[TASK] Each line containing the string "rows" should be copied out of the entries.

※ ※ ※

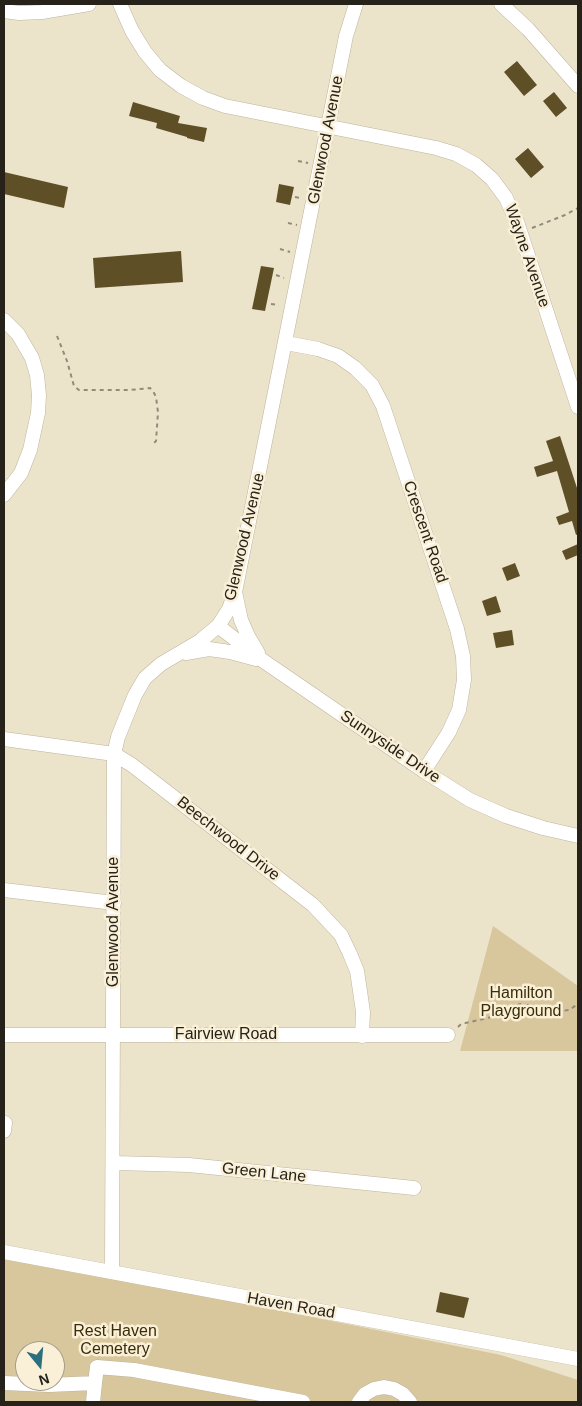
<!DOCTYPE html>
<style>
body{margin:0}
#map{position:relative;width:582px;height:1406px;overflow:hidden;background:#ece3cb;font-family:Helvetica,sans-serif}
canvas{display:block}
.frame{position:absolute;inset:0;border:5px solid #262219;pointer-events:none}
.north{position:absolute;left:15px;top:1341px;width:50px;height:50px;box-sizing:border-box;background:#faf0d8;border:1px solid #a59e8c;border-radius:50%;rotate:163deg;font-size:14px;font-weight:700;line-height:20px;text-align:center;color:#262219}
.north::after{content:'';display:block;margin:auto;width:18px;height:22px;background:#2b707f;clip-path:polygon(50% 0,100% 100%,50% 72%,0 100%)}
</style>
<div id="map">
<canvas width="582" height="1406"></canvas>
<div class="frame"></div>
<div class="north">N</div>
</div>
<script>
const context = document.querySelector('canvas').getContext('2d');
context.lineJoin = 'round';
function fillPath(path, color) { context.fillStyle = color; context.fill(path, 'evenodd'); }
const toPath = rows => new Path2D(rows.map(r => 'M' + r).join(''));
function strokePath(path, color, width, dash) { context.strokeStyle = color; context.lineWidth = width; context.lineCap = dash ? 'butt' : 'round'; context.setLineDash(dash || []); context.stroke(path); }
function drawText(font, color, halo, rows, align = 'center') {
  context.font = font + ' Helvetica,sans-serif'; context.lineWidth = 5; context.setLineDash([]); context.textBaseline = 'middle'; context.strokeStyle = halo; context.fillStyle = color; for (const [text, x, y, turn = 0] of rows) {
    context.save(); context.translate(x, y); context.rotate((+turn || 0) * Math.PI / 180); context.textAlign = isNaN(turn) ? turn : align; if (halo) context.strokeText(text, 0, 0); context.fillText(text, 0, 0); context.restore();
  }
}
fillPath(toPath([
 [493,926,578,986,578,1051,460,1051],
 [4,1258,262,1307,501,1355,578,1380,578,1402,4,1402],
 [25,1351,55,1351,55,1381,25,1381]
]), '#d8c79c');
fillPath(toPath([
 [517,61,537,85,524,96,504,72],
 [554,92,567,108,556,117,543,101],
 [133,102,180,116,178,123,207,128,204,142,187,138,187,137,156,128,157,123,129,116],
 [528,148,544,167,531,178,515,159],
 [4,172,68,187,64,208,4,194],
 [279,184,294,187,290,205,276,202],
 [181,251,183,282,95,288,93,258],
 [261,266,274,268,265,311,252,309],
 [560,436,578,491,578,534,576,535,572,521,559,525,556,517,569,512,557,471,537,477,534,467,553,461,546,441],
 [578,544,578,555,566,560,562,551],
 [515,563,520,576,507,581,502,568],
 [496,596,501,612,487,616,482,601],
 [512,630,514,645,496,648,493,633],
 [440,1292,469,1298,464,1318,436,1312]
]), '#5f4f26');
const minor = toPath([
 [120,4,132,31,145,52,160,70,181,86,203,98,225,106,436,148,456,154,476,165,492,179,506,198,517,222,578,407],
 [501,4,528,29,578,86],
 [4,11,19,13,42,12,89,4],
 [4,320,18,334,32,358,37,375,39,395,38,413,30,450,21,473,4,495],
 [286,343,318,349,338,356,355,368,372,385,383,406,457,629,463,656,464,680,459,710,449,732,424,771],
 [235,592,241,620,248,636,258,653],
 [218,626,262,660,424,771,470,800,506,816,543,828,578,836],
 [186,653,209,649,230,652,256,659],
 [4,739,114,754,132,765,313,905,341,935,350,954,357,971,360,991,363,1012,362,1036],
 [4,890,114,903],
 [4,1035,448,1035],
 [4,1131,5,1123],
 [114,1163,189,1165,414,1188],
 [4,1252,578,1359],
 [112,1272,114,754,118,737,135,695,145,678,161,664,200,641,218,626,229,609,235,592,346,36,356,4],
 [4,1383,49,1385,95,1383,97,1367,134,1370,303,1402],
 [93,1402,95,1383],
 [359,1402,365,1394,374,1389,384,1387,394,1389,403,1394,410,1402]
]);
strokePath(minor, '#beb49d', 15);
strokePath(toPath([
 [298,161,308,163],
 [295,197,301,198],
 [288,223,297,225],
 [532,228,565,215,578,208],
 [280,249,290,252],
 [276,275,284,278],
 [271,304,279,305],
 [57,336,67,361,74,386,79,390,130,390,150,388,153,391,156,397,158,412,156,441,153,444],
 [458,1027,461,1024,488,1018,520,1004,562,1011,569,1010,578,1004]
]), '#928b7a', 2, [4, 4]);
strokePath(minor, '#fff', 14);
drawText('16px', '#262219', '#faf0d8', [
 ["Glenwood Avenue",326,140,-79],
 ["Wayne Avenue",527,256,71],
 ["Crescent Road",425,532,71],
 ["Glenwood Avenue",245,537,-77],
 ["Sunnyside Drive",390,747,34],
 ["Beechwood Drive",228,839,38],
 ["Glenwood Avenue",114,922,-90],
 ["Fairview Road",226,1035],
 ["Green Lane",264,1173,6],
 ["Haven Road",291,1306,10]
]);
drawText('16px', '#3a2d08', '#faf0d8', [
 ["Hamilton",521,994],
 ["Playground",521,1012],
 ["Rest Haven",115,1332],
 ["Cemetery",115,1350]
]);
</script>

※ ※ ※

[RESPONSE FOR THIS EXERCISE]
const toPath = rows => new Path2D(rows.map(r => 'M' + r).join(''));
function drawText(font, color, halo, rows, align = 'center') {
  context.font = font + ' Helvetica,sans-serif'; context.lineWidth = 5; context.setLineDash([]); context.textBaseline = 'middle'; context.strokeStyle = halo; context.fillStyle = color; for (const [text, x, y, turn = 0] of rows) {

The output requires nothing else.